Efzofitimod is a potential first-in-class, disease modifying therapy for patients with severe inflammatory lung diseases with high unmet medical need. Efzofitimod works by selectively modulating Neuropilin-2 (NRP2) to downregulate the innate and adaptive immune responses in uncontrolled inflammatory disease states to resolve inflammation and prevent subsequent fibrosis. aTyr is initially investigating efzofitimod in pulmonary sarcoidosis, a major form of interstitial lung disease (ILD), a group of immune-mediated disorders that can cause progressive fibrosis of the lung. In response to the COVID-19 pandemic, we also conducted a Phase 2 trial in patients hospitalized with COVID-19 related respiratory complications. Two separate healthy volunteer studies have been completed with efzofitimod. 

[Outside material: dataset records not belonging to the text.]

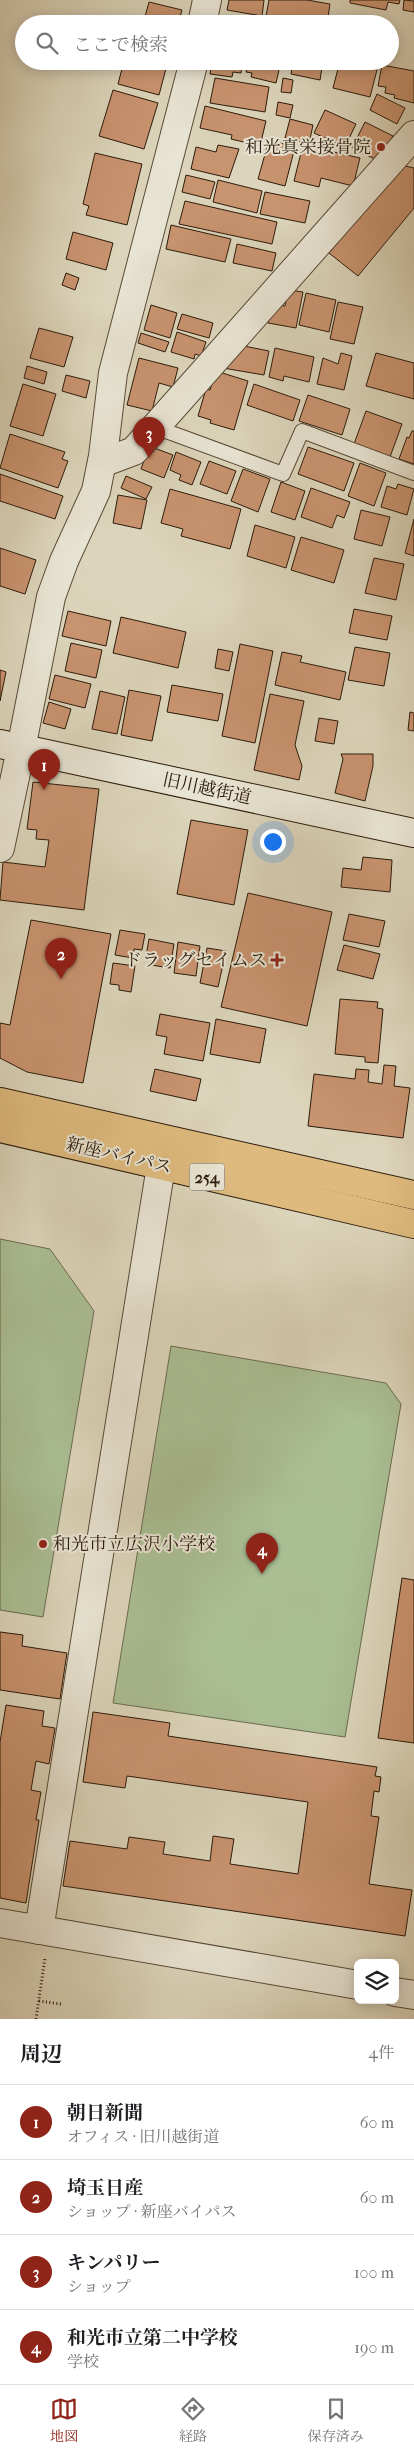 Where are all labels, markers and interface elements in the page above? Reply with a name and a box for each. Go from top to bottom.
search box [15,15,399,70]
icon: search [33,29,61,57]
text: ここで検索 [73,34,168,56]
place label: 和光真栄接骨院 [245,137,371,158]
marker: 和光真栄接骨院 [375,141,387,153]
pin: 3 [133,417,165,458]
pin: 1 [28,749,60,790]
street label: 旧川越街道 [161,769,253,809]
your location [260,829,286,855]
pin: 2 [45,938,77,979]
place label: ドラッグセイムス [124,950,267,971]
marker: ドラッグセイムス [271,954,283,966]
street label: 新座バイパス [64,1134,174,1178]
road number: 254 [190,1164,224,1190]
pin: 4 [246,1533,278,1574]
place label: 和光市立広沢小学校 [53,1534,215,1555]
marker: 和光市立広沢小学校 [37,1538,49,1550]
map controls [354,1959,399,2004]
button: layers [354,1959,399,2004]
text: 周辺 [20,2042,62,2066]
text: 4件 [369,2043,394,2062]
text: 朝日新聞 [67,2102,143,2124]
text: 1 [33,2113,39,2132]
text: 60 m [360,2113,394,2132]
text: オフィス · 旧川越街道 [67,2127,219,2146]
text: 埼玉日産 [67,2177,143,2199]
text: 2 [32,2188,40,2207]
text: 60 m [360,2188,394,2207]
text: ショップ · 新座バイパス [67,2202,236,2221]
text: キンパリー [67,2252,160,2274]
text: 3 [33,2263,39,2282]
text: 100 m [354,2263,394,2282]
text: ショップ [67,2277,131,2296]
text: 和光市立第二中学校 [67,2327,238,2349]
text: 4 [31,2338,41,2357]
text: 190 m [354,2338,394,2357]
text: 学校 [67,2352,99,2371]
tab: 地図 [50,2395,78,2445]
tab: 経路 [179,2395,207,2445]
tab: 保存済み [308,2395,364,2445] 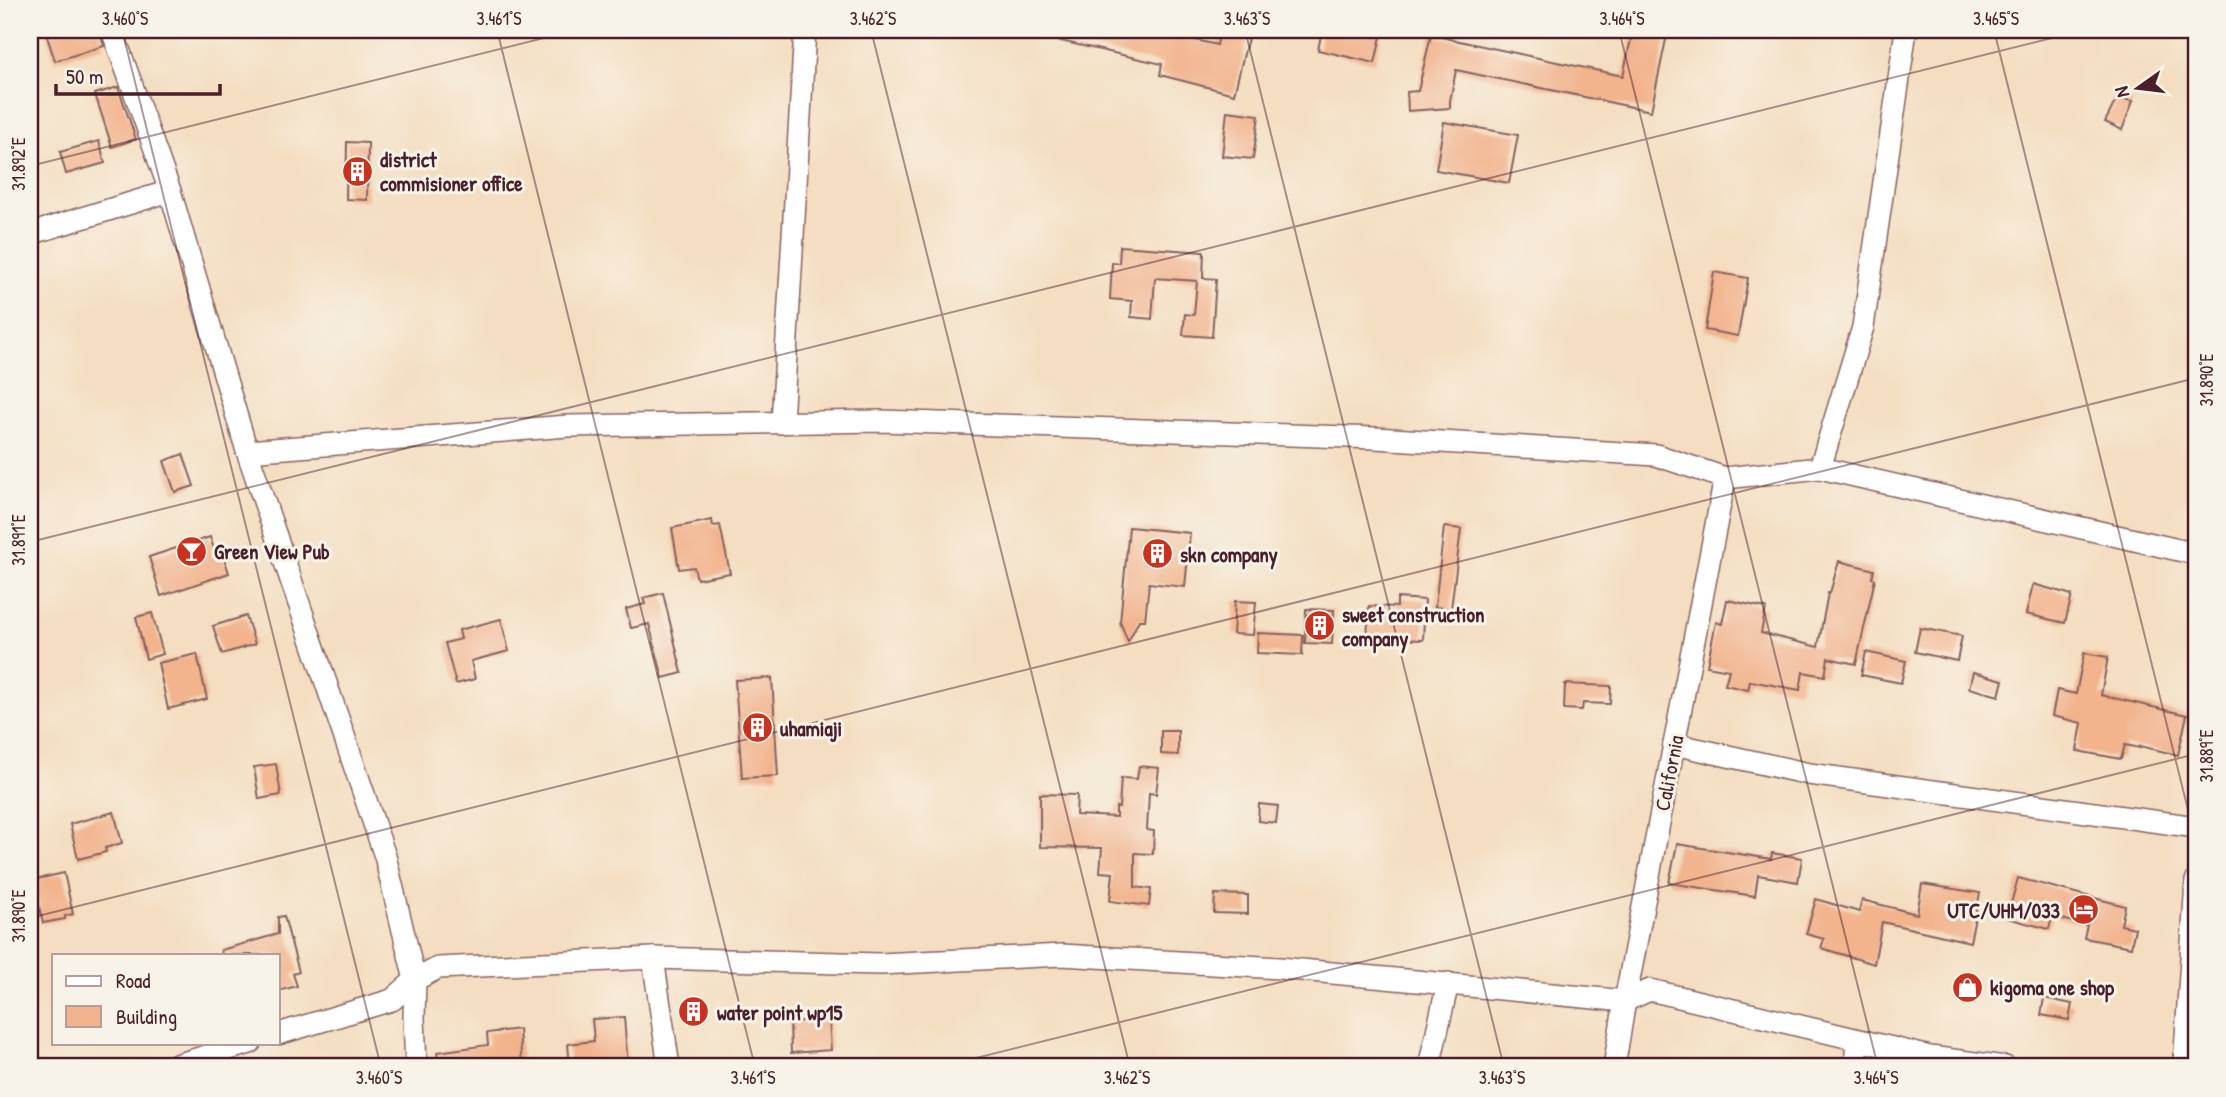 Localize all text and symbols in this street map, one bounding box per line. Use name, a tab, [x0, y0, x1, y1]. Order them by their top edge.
text: 3.460°S	[102, 6, 148, 31]
text: 3.461°S	[477, 6, 521, 31]
text: 3.462°S	[850, 6, 896, 31]
text: 3.463°S	[1224, 6, 1270, 31]
text: 3.464°S	[1599, 6, 1645, 31]
text: 3.465°S	[1973, 6, 2019, 31]
scale bar	[56, 52, 220, 96]
north arrow	[2104, 52, 2174, 122]
text: 50 m	[66, 62, 103, 91]
text: N	[2108, 84, 2135, 100]
text: 31.892°E	[6, 137, 31, 191]
place label: district commisioner office	[380, 145, 523, 198]
building icon: district commisioner office	[340, 154, 374, 188]
text: 31.890°E	[2194, 353, 2219, 407]
text: 31.891°E	[6, 514, 31, 566]
bar icon: Green View Pub	[174, 534, 208, 568]
place label: Green View Pub	[214, 537, 330, 566]
building icon: skn company	[1140, 537, 1174, 571]
place label: skn company	[1180, 540, 1278, 570]
place label: sweet construction company	[1342, 600, 1485, 654]
building icon: sweet construction company	[1302, 609, 1336, 643]
building icon: uhamiaji	[740, 711, 774, 745]
place label: uhamiaji	[780, 714, 842, 743]
text: 31.889°E	[2194, 730, 2219, 782]
street label: California	[1647, 733, 1691, 813]
text: 31.890°E	[6, 889, 31, 943]
hotel icon: UTC/UHM/033	[2066, 893, 2100, 927]
place label: UTC/UHM/033	[1947, 896, 2061, 925]
legend	[52, 954, 280, 1044]
text: Road	[116, 966, 150, 995]
shop icon: kigoma one shop	[1950, 970, 1984, 1004]
place label: kigoma one shop	[1990, 973, 2115, 1003]
building icon: water point wp15	[677, 995, 711, 1029]
place label: water point wp15	[717, 998, 842, 1028]
text: Building	[116, 1002, 177, 1031]
text: 3.460°S	[356, 1065, 402, 1090]
text: 3.461°S	[731, 1065, 775, 1090]
text: 3.462°S	[1104, 1065, 1150, 1090]
text: 3.463°S	[1479, 1065, 1525, 1090]
text: 3.464°S	[1853, 1065, 1899, 1090]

Efzofitimod is a selective modulator of NRP2 that downregulates innate and adaptive immune responses in uncontrolled inflammatory disease states. Efzofitimod’s mechanism of action targets the cellular pathology observed in many severe inflammatory lung diseases, including pulmonary sarcoidosis, certain other ILDs and other severe inflammatory lung disorders like those seen caused by COVID-19. NRP2 expression is upregulated on target immune cells during inflammation, including in sarcoid granulomas. Efzofitimod prevented inflammation and fibrosis in multiple animal models of ILD and has been shown to mediate T cell responses and prevent granuloma formation in vitro. Clinical proof-of-concept was established for efzofitimod in a Phase 1b/2a study in patients with pulmonary sarcoidosis. We believe that by targeting NRP2 to resolve aberrant immune responses, efzofitimod presents a novel mechanism of action, and could prove an effective therapeutic alternative with less toxicity compared to current standard of care for patients with severe inflammatory diseases where there remains a high unmet medical need.
Target Populations
PULMONARY SARCOIDOSIS
Sarcoidosis is an inflammatory disease of unknown cause, characterized by the formation of granulomas, clumps of inflammatory cells, in one or more organs in the body. Sarcoidosis affects people of all ages, with incidence peaking between 20 and 39 years of age. The disorder usually begins in the lungs, skin or lymph nodes, but can affect almost any organ. Sarcoidosis in the lungs is called pulmonary sarcoidosis and affects over 90% of patients. Approximately 200,000 Americans currently live with pulmonary sarcoidosis. The prognosis for patients with pulmonary sarcoidosis ranges from benign and self-limiting to chronic, debilitating disease and death. Current standard of care for patients with sarcoidosis involves treatment with corticosteroids and other immunosuppressive therapies, with limited evidence of efficacy and serious long-term toxicity. There remains a need for novel treatment options for sarcoidosis patients with progressive disease.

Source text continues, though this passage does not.